**Collected data entries**:

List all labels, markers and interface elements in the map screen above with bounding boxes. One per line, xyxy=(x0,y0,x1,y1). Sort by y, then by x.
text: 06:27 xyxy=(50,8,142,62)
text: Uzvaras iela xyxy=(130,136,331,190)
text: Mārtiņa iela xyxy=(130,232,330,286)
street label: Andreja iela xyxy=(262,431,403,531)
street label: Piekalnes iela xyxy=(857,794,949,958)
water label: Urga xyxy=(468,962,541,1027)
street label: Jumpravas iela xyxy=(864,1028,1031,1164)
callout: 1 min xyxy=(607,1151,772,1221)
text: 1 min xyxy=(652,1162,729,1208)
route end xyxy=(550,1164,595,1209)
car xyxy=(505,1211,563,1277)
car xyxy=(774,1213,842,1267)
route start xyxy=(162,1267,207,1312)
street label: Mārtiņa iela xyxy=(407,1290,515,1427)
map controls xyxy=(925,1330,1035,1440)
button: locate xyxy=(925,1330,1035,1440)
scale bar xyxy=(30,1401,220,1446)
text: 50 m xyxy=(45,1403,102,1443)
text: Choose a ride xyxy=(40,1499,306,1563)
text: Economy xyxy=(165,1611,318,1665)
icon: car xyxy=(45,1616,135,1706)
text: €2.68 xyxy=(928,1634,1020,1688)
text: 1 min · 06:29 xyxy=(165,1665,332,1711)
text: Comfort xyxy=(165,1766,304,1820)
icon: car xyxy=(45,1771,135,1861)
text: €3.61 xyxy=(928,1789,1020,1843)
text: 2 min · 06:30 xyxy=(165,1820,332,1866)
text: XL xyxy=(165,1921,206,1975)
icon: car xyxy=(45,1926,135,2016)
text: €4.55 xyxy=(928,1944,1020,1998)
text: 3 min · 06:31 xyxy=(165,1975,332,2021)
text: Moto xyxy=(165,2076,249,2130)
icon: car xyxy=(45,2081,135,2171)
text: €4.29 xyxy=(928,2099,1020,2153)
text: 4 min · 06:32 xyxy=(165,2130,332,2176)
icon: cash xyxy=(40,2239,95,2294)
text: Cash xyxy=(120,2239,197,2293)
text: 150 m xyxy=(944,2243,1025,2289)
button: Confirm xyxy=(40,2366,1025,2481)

**REQUIRED ACTION**:
Check each line of the entries for the word "Mārtiņa", then state the count alone.

**EXERCISE OUTPUT**:
2